> _DIRECTIONS FOR THIS TASK_: What number of lines in the records below hold the word "main"? Give that number alone.

[Stored items]

———

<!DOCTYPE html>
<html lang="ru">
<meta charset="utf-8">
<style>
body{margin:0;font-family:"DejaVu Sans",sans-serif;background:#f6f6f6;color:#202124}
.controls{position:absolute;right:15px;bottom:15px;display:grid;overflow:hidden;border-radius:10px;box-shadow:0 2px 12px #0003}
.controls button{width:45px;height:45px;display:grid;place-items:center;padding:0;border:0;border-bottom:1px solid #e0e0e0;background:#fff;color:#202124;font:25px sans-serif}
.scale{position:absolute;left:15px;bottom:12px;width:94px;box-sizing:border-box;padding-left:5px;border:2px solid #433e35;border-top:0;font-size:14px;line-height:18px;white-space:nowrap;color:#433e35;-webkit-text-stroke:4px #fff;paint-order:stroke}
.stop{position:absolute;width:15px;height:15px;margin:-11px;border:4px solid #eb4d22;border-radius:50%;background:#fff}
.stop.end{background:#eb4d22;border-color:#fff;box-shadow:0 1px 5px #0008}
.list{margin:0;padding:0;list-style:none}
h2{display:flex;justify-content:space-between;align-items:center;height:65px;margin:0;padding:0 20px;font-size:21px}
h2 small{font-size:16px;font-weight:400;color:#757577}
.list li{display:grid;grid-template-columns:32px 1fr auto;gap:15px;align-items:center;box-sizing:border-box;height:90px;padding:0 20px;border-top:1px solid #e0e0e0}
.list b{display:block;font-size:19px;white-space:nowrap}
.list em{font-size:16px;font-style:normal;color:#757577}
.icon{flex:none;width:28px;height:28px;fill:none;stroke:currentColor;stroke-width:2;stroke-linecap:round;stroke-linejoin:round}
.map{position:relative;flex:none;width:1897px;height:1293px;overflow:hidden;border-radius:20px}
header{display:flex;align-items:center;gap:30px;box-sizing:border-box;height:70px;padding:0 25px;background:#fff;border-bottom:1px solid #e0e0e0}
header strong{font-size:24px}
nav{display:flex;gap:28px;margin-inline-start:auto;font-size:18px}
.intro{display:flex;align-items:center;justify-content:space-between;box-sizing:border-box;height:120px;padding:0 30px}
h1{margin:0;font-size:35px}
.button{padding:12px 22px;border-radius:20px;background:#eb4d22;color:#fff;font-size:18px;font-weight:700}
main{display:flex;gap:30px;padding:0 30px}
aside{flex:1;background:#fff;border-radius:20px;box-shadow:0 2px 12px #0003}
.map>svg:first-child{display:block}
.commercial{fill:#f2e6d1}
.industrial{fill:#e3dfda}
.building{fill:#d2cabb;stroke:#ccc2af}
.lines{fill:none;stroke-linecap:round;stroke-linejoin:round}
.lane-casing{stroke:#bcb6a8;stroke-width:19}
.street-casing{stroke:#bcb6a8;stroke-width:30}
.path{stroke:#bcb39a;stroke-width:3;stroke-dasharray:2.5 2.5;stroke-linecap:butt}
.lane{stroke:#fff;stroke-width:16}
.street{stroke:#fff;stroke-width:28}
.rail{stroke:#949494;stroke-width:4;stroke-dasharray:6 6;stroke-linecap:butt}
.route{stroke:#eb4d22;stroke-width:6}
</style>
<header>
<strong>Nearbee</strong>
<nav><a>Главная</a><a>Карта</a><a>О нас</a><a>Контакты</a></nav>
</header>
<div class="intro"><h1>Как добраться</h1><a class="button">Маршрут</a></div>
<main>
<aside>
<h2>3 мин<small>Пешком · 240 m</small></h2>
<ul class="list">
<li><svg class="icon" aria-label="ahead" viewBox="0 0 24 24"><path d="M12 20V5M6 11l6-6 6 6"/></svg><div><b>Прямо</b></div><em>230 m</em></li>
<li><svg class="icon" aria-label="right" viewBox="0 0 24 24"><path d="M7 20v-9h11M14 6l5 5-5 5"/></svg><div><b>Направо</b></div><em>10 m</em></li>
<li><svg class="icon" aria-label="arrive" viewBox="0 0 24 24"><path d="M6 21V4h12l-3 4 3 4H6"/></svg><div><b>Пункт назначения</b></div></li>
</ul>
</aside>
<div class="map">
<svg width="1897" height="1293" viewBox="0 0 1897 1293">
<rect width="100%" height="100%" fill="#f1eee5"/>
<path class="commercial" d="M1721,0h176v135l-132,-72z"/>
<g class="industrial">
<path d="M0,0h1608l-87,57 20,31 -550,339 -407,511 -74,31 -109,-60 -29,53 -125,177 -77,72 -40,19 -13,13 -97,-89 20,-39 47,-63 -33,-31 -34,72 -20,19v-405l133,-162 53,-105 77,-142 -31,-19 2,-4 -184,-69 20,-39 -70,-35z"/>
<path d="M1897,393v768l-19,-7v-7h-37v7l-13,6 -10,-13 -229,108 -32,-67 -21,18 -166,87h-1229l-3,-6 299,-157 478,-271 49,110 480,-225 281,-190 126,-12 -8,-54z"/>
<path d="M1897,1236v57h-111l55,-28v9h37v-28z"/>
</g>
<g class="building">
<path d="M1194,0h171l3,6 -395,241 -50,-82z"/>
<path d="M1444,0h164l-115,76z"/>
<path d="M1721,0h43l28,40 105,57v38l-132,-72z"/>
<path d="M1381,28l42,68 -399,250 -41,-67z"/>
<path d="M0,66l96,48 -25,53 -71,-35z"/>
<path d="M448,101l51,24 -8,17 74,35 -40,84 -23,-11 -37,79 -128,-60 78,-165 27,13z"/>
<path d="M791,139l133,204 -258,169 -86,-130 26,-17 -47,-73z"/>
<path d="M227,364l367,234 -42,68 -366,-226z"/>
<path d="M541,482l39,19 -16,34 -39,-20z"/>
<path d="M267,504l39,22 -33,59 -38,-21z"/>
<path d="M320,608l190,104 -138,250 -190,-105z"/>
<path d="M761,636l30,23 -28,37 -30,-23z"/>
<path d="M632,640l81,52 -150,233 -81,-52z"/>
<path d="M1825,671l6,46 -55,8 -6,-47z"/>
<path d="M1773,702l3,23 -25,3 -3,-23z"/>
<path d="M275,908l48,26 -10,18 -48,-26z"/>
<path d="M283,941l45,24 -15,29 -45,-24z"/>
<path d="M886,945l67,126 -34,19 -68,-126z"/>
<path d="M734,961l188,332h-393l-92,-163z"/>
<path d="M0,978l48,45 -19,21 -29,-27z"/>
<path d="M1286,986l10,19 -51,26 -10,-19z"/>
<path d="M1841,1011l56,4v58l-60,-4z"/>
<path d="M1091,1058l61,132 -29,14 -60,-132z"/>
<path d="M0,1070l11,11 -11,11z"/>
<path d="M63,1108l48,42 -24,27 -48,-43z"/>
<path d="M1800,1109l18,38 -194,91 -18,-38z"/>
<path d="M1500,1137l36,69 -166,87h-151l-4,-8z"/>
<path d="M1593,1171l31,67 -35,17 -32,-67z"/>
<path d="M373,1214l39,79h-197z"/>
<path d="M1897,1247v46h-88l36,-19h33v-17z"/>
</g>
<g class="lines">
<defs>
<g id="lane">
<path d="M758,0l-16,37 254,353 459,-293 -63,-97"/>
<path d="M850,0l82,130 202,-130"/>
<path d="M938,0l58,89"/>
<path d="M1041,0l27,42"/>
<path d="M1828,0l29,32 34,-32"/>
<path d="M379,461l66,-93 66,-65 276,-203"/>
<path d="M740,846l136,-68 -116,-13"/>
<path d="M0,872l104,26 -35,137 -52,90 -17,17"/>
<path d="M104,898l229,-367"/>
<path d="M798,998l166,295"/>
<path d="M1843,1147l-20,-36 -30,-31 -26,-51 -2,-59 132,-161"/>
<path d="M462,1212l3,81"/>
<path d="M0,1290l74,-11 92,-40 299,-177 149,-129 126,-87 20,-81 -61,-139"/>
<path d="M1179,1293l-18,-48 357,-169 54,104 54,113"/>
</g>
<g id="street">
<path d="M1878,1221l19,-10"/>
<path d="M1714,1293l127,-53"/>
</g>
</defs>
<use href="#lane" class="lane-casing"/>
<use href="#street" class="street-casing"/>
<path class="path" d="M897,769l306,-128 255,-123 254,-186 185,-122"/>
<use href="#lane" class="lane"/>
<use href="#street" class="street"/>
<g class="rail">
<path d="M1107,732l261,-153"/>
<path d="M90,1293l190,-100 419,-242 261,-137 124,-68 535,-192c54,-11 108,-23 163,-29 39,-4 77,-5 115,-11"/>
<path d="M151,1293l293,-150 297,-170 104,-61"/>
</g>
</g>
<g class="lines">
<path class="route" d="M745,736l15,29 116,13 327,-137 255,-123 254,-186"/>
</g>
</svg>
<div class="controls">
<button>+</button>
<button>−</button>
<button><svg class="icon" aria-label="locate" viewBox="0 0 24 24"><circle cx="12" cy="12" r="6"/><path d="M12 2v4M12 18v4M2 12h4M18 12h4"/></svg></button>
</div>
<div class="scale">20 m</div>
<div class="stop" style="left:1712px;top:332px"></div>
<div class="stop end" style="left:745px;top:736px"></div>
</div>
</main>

———

> _TASK RESPONSE_: 3